Il y a dix ans, la Croatie est devenue le 28e membre de l’Union européenne. Depuis lors, elle a atteint ses objectifs stratégiques les plus importants et réduit dans une certaine mesure l’écart de développement avec les membres “historiques”, mais en raison de l’ouverture des portes de l’Europe à ses travailleurs, elle est confrontée à une émigration massive de sa population. L’adhésion à l’UE est l’un des événements les plus importants de l’histoire de la Croatie, au même titre que l’adhésion à l’OTAN, obtenue quatre ans plus tôt et qui constituait son principal objectif de politique étrangère depuis son indépendance.
La Croatie a présenté sa demande d’adhésion le 21 février 2003. La Commission a évalué positivement la demande en avril 2004. Deux mois plus tard, le 18 juin 2004, la Croatie s’est vu accorder le statut officiel de candidat à l’adhésion et était censée entamer les négociations en mars 2005, mais à condition de coopérer pleinement avec le Tribunal de La Haye, qui insistait sur l’arrestation du général fugitif Ante Gotovina.
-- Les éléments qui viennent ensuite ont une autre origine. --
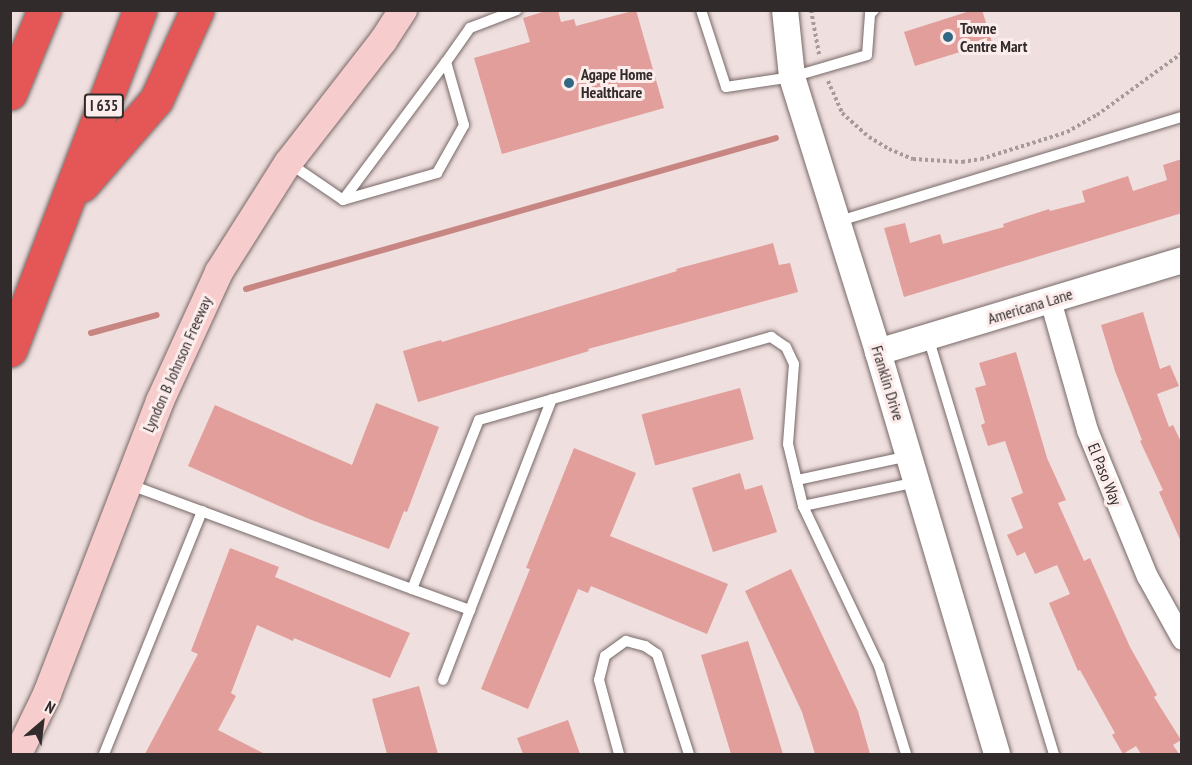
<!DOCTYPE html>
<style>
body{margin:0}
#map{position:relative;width:1192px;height:765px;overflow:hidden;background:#efdfde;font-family:"PT Sans Narrow",sans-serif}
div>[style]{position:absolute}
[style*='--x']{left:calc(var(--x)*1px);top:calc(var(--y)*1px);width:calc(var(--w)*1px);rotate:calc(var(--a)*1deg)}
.stream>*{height:6px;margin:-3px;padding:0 3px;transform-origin:3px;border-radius:3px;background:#c78682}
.building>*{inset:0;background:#e19e9a;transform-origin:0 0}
.path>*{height:4px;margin-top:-2px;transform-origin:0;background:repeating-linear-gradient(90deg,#a79b9a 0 3px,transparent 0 6px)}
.roads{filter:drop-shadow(0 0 2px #776968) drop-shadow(0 0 2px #776968)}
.service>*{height:10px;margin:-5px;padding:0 5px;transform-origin:5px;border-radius:5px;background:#fff}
.minor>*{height:21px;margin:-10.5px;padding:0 10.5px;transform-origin:10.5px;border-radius:10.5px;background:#fff}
.tertiary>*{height:26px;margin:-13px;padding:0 13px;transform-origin:13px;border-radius:13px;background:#fff}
.secondary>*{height:28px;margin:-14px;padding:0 14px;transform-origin:14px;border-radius:14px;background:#f7cccc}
.motorway>*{height:33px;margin:-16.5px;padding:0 16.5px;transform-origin:16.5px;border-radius:16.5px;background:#e55656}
.dots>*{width:16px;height:16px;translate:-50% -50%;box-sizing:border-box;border:3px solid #fceceb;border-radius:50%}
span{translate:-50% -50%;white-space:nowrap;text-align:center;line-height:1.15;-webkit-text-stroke:6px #fceceb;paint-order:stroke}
.shield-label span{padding:2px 4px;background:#fceceb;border:2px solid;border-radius:4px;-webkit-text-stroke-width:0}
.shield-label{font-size:15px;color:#312c2b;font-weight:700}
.poi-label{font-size:16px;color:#312c2b;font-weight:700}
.left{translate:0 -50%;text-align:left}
.street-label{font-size:16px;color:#312c2b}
.frame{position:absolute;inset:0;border:12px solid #312c2b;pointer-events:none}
.north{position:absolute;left:12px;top:693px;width:60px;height:60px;-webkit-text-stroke:4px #fceceb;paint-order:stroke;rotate:28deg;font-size:16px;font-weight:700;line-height:24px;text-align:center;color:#312c2b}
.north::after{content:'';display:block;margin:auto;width:21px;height:27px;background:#312c2b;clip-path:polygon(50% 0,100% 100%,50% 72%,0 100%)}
</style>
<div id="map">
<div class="stream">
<i style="--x:246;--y:289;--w:551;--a:-15.9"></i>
<i style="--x:91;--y:333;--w:68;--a:-15.3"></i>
</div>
<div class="building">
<i style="clip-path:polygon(549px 10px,558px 10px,561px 22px,574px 19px,576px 26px,636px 10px,664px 108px,502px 154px,474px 58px,530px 42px,523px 18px)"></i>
<i style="clip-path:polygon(973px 10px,982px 10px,992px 42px,915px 66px,904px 32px)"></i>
<i style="clip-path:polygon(1182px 159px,1182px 213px,904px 297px,884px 228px,905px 223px,910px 243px,940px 234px,943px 244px,1004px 227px,1003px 224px,1049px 209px,1050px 211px,1085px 202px,1082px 191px,1128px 176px,1133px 191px,1167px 180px,1163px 165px)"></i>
<i style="clip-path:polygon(773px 243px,779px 265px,790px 263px,798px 292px,588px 349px,589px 351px,418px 402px,403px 351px,441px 340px,442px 342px,677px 271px,676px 269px)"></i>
<i style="clip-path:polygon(1143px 312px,1160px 369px,1170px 365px,1179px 386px,1157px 394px,1169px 427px,1173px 425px,1182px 444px,1182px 544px,1159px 492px,1163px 490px,1140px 441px,1142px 440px,1115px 371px,1101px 325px)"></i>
<i style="clip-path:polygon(1016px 352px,1047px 458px,1066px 500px,1058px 503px,1084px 561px,1090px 558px,1130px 647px,1157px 695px,1154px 697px,1181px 740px,1173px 745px,1179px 754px,1141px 754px,1136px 746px,1123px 754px,1112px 735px,1115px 733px,1080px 670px,1078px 671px,1049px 603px,1070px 594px,1057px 565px,1035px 574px,1025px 552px,1017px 556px,1007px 535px,1023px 528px,1011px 498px,1023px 493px,1005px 441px,988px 446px,981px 425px,985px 423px,975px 388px,986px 385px,979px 363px)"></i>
<i style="left:740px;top:388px;width:53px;height:102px;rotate:75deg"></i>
<i style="clip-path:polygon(376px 403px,439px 427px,407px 512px,404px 511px,389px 549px,309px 519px,188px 466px,215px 405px,352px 465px)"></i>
<i style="clip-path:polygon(574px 448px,636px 473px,610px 536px,728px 584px,707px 634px,591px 586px,588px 593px,578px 589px,528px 709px,481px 689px,530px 569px,526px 568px)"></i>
<i style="clip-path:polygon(740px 473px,745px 490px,762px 485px,777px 532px,713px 552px,692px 488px)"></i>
<i style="clip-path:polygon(230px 548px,279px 567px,275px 577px,410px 633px,390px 678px,294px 638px,293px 641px,257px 625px,231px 693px,236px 696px,218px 730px,265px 754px,145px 754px,198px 654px,191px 651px)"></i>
<i style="clip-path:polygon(791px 569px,858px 711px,870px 754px,815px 754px,802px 712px,745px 591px)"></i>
<i style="clip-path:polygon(748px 641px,783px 754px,731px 754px,701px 655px)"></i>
<i style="clip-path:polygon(419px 686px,438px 754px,387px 754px,372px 699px)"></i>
<i style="clip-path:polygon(568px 720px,580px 754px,523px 754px,517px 738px)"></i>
</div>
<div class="path">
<i style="--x:811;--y:10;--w:45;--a:79.7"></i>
<i style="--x:828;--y:81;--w:35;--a:66"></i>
<i style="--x:842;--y:113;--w:36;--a:42"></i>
<i style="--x:869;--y:137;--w:23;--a:31"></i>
<i style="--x:889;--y:149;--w:26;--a:23"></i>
<i style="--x:913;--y:159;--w:49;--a:3.5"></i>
<i style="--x:962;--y:162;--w:19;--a:-9"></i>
<i style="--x:981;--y:159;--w:90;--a:-17.4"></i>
<i style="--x:1067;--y:132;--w:34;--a:-30"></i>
<i style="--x:1097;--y:115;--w:105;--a:-36.1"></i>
</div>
<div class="roads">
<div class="service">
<i style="--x:701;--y:10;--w:81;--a:72"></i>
<i style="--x:726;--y:87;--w:67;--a:-8.6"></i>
<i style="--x:792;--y:77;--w:78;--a:-16.3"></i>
<i style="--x:867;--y:55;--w:41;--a:-85.8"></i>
<i style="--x:870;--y:14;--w:6;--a:-45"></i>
<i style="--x:289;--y:163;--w:65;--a:34.4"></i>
<i style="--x:343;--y:200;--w:98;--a:-16"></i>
<i style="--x:437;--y:173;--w:55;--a:-60.6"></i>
<i style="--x:464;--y:125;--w:66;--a:-105.9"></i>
<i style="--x:446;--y:62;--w:42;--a:-54.8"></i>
<i style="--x:470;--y:28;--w:50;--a:-21"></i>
<i style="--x:343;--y:200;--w:172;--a:-53.3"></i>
<i style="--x:836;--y:222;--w:362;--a:-16.9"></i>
<i style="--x:928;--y:337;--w:436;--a:73.2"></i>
<i style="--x:797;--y:480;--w:115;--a:-12.1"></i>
<i style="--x:128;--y:484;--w:303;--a:20.3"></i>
<i style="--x:412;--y:589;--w:182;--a:-68.4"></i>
<i style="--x:479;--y:420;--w:304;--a:-15.9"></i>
<i style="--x:771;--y:337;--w:18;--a:34"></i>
<i style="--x:786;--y:347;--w:19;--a:65"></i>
<i style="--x:794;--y:364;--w:80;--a:94.3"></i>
<i style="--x:788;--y:444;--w:64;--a:76.4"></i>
<i style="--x:803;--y:506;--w:177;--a:64.6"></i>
<i style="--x:879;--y:666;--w:92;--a:72.9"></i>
<i style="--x:803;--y:506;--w:116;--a:-11.9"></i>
<i style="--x:412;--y:589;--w:62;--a:19.9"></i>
<i style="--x:470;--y:610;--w:226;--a:-68.8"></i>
<i style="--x:443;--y:680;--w:75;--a:-68.9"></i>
<i style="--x:104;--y:754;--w:262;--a:-68"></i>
<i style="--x:619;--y:754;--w:77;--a:-105.1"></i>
<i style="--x:599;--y:680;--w:25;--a:-76"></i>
<i style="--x:605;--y:656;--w:26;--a:-36"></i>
<i style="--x:626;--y:641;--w:20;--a:15"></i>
<i style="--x:645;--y:646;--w:14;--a:34"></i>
<i style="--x:657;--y:654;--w:105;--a:72.3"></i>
</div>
<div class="minor">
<i style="--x:1050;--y:300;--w:135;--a:74.1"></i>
<i style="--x:1087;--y:430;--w:158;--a:67.7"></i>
<i style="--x:1147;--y:576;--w:72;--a:60.9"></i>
</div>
<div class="tertiary">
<i style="--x:785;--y:10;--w:67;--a:84"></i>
<i style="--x:792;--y:77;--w:288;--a:72.6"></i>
<i style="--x:878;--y:352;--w:419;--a:73.5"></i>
<i style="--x:878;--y:352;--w:318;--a:-16.8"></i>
</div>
<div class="secondary">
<i style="--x:18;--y:754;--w:67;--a:-64.2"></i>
<i style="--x:47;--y:694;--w:314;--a:-68.9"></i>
<i style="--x:160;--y:401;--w:142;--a:-65.4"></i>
<i style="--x:219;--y:272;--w:129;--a:-57.7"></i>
<i style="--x:288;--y:163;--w:155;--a:-52.1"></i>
<i style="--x:383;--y:41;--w:37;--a:-57"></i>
</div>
<div class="motorway">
<i style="--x:10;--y:93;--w:90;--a:-67.7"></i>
<i style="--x:82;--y:185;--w:113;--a:-49"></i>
<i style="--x:156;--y:100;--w:99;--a:-65.5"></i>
<i style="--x:10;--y:350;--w:364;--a:-69.1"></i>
</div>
</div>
<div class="dots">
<i style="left:948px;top:37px;background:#326883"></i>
<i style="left:569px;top:83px;background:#326883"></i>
</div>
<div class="shield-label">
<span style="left:104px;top:106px">I 635</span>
</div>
<div class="poi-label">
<span class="left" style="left:960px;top:37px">Towne<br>Centre Mart</span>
<span class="left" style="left:581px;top:83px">Agape Home<br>Healthcare</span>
</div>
<div class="street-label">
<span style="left:1030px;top:306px;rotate:-17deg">Americana Lane</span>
<span style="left:177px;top:364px;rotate:-66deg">Lyndon B Johnson Freeway</span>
<span style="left:888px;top:383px;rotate:73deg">Franklin Drive</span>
<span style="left:1105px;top:474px;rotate:68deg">El Paso Way</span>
</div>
<div class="frame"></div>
<div class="north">N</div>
</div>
Les négociations ont donc été reportées de plusieurs mois. Elles ont finalement débuté le 3 octobre 2005, après que le procureur général de La Haye, Carla del Ponte, a confirmé la pleine coopération de la Croatie avec le Tribunal pénal international. Les négociations croates ont été longues, cinq ans et neuf mois, plus longues que celles de tout autre membre actuel[1]. Les derniers chapitres ont été clos le 30 juin 2011 et, après la signature de l’accord d’adhésion et sa ratification dans les États membres, la Croatie a rejoint l’UE le 1er juillet 2013.
Les négociations ont également été alourdies par la coopération avec le Tribunal de La Haye et le veto slovène en raison d’un différend bilatéral sur le golfe de Piran[2]. Au cours de la dernière année de cette décennie, la Croatie a atteint tous ses objectifs en matière d’intégration européenne : le 1er janvier 2023, elle est devenue membre de la zone euro et de l’espace Schengen.
Les avantages de l’adhésion à l’Union européenne
Trois ans et demi après le tremblement de terre qui a dévasté la Croatie, la reconstruction des bâtiments et des infrastructures se poursuit, principalement grâce à l’aide de l’UE. Deux tremblements de terre survenus en mars 2020 ont endommagé quelque 26 000 bâtiments à Zagreb, Petrinja et dans le comté de Sisak. Pour réparer les dégâts causés par le tremblement de terre, la Croatie a reçu 2,5 milliards d’euros du Fonds de solidarité de l’UE et de la facilité de redressement et de résilience, conçue dans le cadre de l’UE nouvelle génération[3]
Dans le cadre de ce programme, conçu dans le but d’atténuer les conséquences de la pandémie de Covid 19, la Croatie recevra 10 milliards d’euros supplémentaires d’ici 2026 (correspondant à 17 % du PIB croate), dont 6,3 milliards d’euros sous forme de subventions et 3,7 milliards d’euros sous forme de prêts à faible taux d’intérêt.
Si l’on prend la population et le PIB comme référence, la Croatie est le plus grand bénéficiaire de fonds européens, ce qui n’est pas du tout surprenant étant donné qu’il s’agit du plus jeune État membre de l’UE. Depuis 2013, date de son adhésion à l’Union, la Croatie a versé 5,3 milliards d’euros au budget de l’UE contre 17,1 milliards d’euros reçus, enregistrant ainsi un excédent de près de 12 milliards d’euros.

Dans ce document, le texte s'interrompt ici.